## ACTIVITY
Go through the lines below. Copy those with "body".

+++++

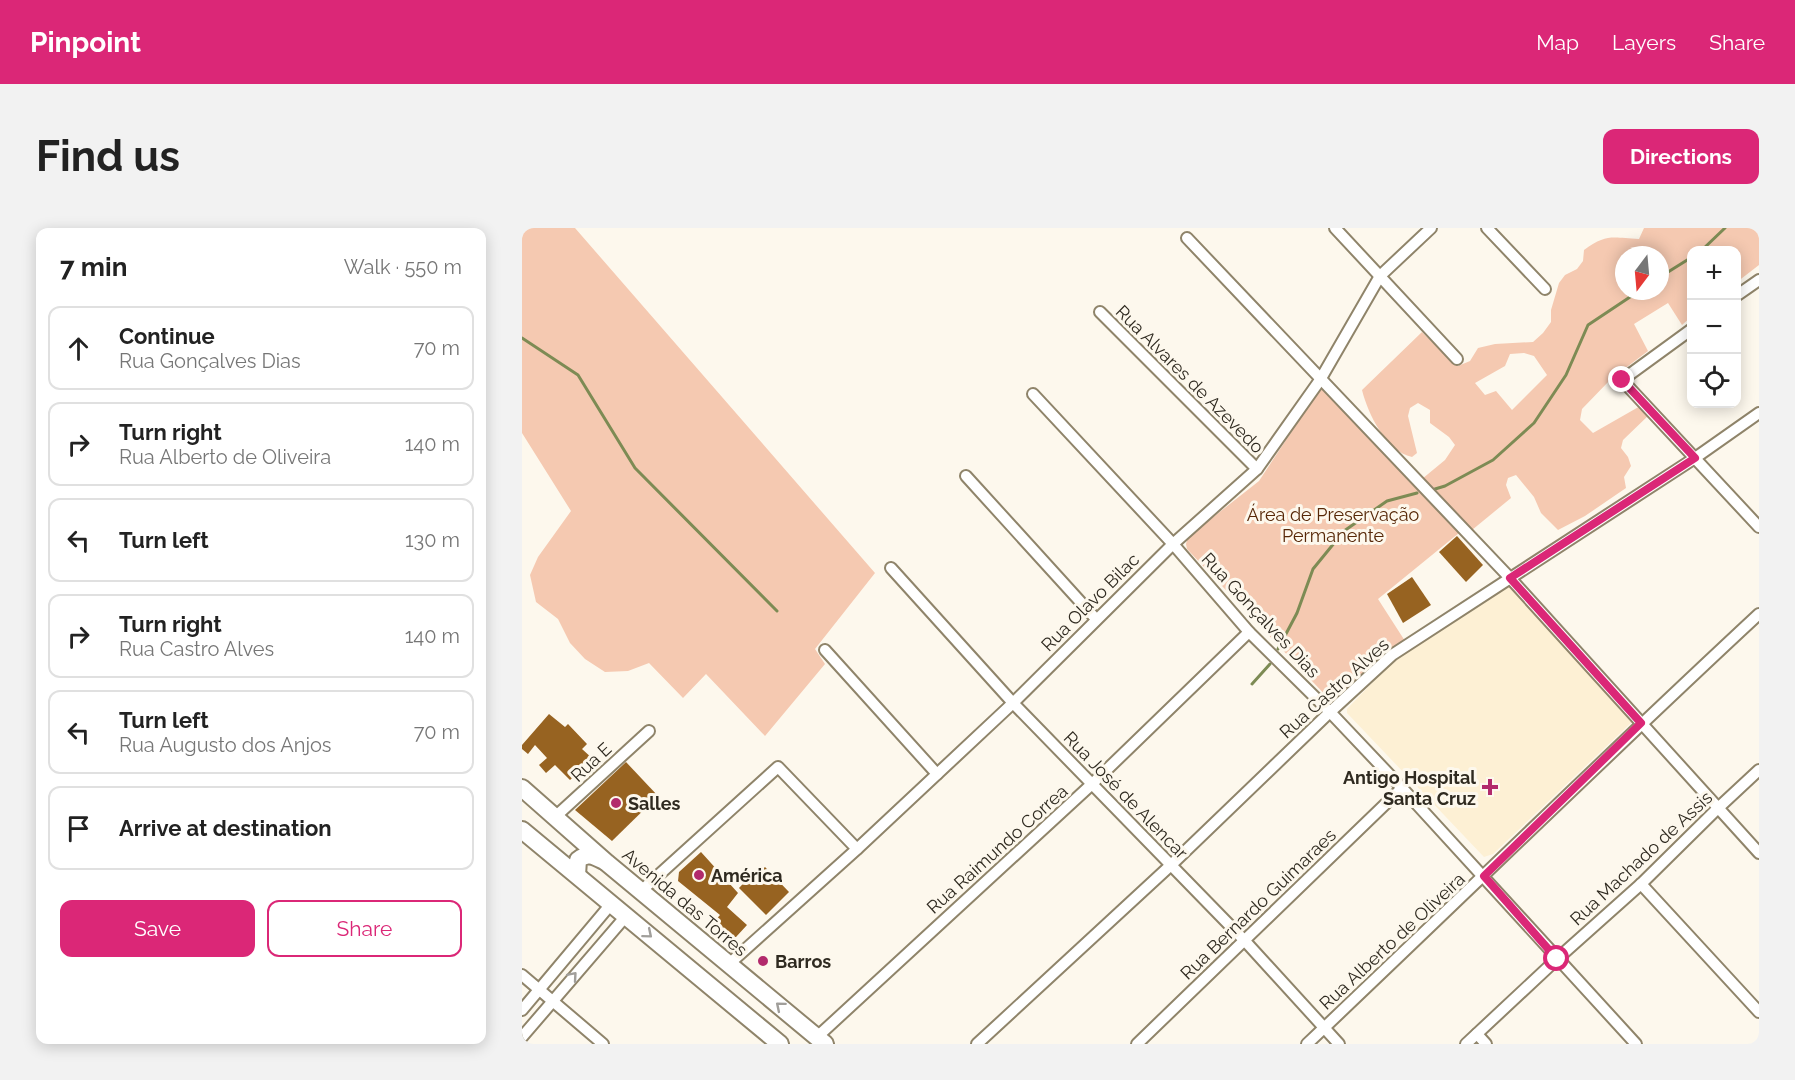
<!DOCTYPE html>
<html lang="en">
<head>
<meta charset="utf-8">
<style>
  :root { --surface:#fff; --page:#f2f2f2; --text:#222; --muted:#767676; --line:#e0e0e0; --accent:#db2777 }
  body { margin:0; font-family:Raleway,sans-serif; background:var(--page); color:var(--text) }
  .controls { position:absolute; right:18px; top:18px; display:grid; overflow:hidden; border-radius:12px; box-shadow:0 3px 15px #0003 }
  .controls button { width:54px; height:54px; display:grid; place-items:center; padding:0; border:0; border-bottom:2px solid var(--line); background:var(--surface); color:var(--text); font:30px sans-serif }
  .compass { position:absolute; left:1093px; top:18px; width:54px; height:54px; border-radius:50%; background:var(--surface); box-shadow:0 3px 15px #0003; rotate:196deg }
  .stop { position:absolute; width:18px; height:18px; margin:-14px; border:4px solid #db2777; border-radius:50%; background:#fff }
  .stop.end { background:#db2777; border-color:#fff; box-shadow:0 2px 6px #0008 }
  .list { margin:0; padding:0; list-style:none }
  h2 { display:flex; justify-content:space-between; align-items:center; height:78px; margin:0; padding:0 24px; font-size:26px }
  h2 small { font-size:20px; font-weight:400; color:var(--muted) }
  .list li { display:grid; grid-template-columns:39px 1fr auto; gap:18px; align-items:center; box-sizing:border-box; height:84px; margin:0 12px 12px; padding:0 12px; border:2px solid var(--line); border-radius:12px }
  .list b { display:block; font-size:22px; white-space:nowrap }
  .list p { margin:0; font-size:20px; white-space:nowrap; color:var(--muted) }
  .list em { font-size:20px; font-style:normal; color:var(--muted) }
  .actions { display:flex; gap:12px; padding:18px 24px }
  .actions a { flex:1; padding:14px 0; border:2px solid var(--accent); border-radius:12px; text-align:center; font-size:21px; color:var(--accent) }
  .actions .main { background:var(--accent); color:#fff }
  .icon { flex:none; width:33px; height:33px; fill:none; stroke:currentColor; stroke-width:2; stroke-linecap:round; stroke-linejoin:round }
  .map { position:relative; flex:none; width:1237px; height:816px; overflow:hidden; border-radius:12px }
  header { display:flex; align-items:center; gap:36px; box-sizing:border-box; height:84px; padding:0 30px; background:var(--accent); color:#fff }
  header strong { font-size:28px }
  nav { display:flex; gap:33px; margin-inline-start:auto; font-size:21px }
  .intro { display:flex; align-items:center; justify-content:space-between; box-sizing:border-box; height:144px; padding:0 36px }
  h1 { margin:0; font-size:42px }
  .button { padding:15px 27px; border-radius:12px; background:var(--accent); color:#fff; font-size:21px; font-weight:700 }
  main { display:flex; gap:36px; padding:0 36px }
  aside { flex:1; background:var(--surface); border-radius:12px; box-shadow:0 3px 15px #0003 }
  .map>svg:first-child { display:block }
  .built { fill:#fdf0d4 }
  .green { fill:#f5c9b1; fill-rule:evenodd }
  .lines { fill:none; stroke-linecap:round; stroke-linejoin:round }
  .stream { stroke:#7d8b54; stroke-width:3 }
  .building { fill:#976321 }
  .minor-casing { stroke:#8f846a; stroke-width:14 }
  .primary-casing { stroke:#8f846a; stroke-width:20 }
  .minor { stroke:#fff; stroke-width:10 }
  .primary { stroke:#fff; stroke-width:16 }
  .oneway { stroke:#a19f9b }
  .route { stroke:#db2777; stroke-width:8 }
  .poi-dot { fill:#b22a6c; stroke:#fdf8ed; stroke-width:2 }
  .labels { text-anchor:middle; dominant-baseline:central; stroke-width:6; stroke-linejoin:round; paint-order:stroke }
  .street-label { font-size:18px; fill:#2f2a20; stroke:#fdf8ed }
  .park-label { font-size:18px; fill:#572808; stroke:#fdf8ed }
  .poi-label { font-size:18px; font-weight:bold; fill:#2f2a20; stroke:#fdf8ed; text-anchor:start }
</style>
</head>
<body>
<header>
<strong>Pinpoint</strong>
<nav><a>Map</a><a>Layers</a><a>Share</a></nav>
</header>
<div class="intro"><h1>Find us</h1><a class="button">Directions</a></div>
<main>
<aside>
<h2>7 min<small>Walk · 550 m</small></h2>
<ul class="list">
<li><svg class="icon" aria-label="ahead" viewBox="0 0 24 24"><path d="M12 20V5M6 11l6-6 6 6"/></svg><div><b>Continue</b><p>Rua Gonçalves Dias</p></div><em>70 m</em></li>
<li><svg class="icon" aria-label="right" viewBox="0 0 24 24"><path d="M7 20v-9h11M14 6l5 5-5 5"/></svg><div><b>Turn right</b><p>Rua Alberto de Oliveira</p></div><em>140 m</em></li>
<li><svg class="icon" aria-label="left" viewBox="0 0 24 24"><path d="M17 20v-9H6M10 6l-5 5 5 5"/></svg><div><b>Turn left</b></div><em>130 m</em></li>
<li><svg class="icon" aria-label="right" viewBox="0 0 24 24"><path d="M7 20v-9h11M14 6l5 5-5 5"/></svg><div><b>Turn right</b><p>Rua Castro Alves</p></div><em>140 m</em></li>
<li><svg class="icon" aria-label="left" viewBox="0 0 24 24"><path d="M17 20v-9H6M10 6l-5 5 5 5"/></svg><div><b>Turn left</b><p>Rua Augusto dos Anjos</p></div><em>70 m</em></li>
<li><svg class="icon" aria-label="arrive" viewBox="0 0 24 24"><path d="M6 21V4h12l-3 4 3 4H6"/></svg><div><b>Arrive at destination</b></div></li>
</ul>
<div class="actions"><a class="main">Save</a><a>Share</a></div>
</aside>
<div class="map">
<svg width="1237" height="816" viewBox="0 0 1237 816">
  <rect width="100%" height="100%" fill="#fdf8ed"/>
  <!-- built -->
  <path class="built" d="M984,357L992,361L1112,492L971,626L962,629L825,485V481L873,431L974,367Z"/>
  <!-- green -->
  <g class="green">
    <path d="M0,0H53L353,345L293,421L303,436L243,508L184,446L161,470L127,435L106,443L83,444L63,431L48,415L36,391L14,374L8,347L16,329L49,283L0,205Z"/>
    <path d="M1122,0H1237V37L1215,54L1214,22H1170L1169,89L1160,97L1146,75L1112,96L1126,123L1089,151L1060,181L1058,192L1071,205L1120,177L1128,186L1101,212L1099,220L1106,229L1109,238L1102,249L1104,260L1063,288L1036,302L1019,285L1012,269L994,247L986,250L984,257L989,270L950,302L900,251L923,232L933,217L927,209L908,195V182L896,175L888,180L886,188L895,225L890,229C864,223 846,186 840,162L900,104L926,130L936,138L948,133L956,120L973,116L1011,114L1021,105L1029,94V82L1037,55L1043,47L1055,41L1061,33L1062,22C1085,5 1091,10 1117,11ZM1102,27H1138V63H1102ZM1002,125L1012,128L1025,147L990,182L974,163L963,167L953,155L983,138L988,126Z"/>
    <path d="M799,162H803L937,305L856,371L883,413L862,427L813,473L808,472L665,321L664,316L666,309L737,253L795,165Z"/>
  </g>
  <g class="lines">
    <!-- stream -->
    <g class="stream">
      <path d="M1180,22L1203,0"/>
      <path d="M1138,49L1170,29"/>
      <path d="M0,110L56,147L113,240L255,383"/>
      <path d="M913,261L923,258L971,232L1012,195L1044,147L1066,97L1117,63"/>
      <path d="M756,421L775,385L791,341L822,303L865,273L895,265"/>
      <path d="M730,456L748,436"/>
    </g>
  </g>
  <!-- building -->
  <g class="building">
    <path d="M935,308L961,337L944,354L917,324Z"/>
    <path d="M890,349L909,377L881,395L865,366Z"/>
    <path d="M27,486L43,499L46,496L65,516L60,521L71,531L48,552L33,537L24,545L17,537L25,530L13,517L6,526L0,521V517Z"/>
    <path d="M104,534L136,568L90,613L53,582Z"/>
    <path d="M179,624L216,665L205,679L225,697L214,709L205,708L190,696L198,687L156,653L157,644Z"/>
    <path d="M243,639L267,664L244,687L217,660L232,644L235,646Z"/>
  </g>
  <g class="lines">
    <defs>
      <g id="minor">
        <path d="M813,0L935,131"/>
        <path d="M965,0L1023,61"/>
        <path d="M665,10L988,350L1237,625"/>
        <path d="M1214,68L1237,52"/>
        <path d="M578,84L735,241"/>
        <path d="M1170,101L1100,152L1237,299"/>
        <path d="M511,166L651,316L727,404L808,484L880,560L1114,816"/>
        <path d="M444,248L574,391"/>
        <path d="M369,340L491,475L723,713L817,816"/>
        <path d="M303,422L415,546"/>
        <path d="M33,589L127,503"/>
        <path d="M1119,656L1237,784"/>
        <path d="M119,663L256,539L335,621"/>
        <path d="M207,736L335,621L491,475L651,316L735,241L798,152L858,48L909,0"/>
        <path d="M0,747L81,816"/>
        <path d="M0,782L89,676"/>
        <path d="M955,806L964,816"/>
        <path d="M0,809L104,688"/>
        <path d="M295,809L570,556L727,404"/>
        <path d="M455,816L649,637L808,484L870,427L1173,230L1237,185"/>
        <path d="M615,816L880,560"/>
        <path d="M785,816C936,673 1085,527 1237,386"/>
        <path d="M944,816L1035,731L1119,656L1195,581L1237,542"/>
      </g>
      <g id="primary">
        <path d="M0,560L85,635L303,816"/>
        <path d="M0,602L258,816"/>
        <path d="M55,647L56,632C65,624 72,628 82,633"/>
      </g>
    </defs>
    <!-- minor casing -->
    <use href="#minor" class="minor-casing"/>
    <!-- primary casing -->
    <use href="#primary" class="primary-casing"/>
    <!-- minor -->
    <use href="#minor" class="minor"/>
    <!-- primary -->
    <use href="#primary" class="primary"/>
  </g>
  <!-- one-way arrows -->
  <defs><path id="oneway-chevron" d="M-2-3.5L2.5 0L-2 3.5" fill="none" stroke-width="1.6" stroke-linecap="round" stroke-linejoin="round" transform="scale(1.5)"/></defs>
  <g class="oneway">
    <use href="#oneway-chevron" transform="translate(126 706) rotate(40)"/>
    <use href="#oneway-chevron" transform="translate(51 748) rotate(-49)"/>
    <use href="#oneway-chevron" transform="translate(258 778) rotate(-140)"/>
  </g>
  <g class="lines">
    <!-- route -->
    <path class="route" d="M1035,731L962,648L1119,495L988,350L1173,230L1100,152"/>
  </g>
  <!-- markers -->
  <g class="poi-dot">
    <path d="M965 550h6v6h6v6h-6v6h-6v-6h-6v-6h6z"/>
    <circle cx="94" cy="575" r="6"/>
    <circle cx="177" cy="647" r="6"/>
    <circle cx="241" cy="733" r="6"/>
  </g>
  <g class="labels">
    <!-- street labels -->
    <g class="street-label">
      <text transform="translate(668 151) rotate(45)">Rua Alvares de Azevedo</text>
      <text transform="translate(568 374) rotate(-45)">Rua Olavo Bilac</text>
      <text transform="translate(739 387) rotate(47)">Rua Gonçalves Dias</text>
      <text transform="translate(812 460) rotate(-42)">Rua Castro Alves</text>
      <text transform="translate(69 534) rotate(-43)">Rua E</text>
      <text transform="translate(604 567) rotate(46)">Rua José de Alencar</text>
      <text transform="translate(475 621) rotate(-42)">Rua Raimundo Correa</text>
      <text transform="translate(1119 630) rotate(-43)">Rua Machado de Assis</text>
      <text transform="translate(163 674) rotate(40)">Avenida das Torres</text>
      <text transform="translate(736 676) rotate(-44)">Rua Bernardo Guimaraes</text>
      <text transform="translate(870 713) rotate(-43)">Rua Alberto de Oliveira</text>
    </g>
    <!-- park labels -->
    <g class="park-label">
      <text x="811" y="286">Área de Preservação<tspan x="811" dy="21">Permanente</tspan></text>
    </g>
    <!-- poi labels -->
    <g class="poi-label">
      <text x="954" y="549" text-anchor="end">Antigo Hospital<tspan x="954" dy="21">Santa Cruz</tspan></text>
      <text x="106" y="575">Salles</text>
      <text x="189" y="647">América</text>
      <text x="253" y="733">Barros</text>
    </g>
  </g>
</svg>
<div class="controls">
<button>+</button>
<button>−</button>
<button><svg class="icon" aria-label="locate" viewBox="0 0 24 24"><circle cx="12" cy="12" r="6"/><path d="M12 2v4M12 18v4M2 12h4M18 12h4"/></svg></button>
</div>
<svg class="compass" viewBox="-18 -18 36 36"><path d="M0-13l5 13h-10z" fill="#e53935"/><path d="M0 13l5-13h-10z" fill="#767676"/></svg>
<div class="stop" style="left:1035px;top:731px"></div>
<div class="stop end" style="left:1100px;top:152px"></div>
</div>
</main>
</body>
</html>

+++++

## SOLUTION
  body { margin:0; font-family:Raleway,sans-serif; background:var(--page); color:var(--text) }
<body>
</body>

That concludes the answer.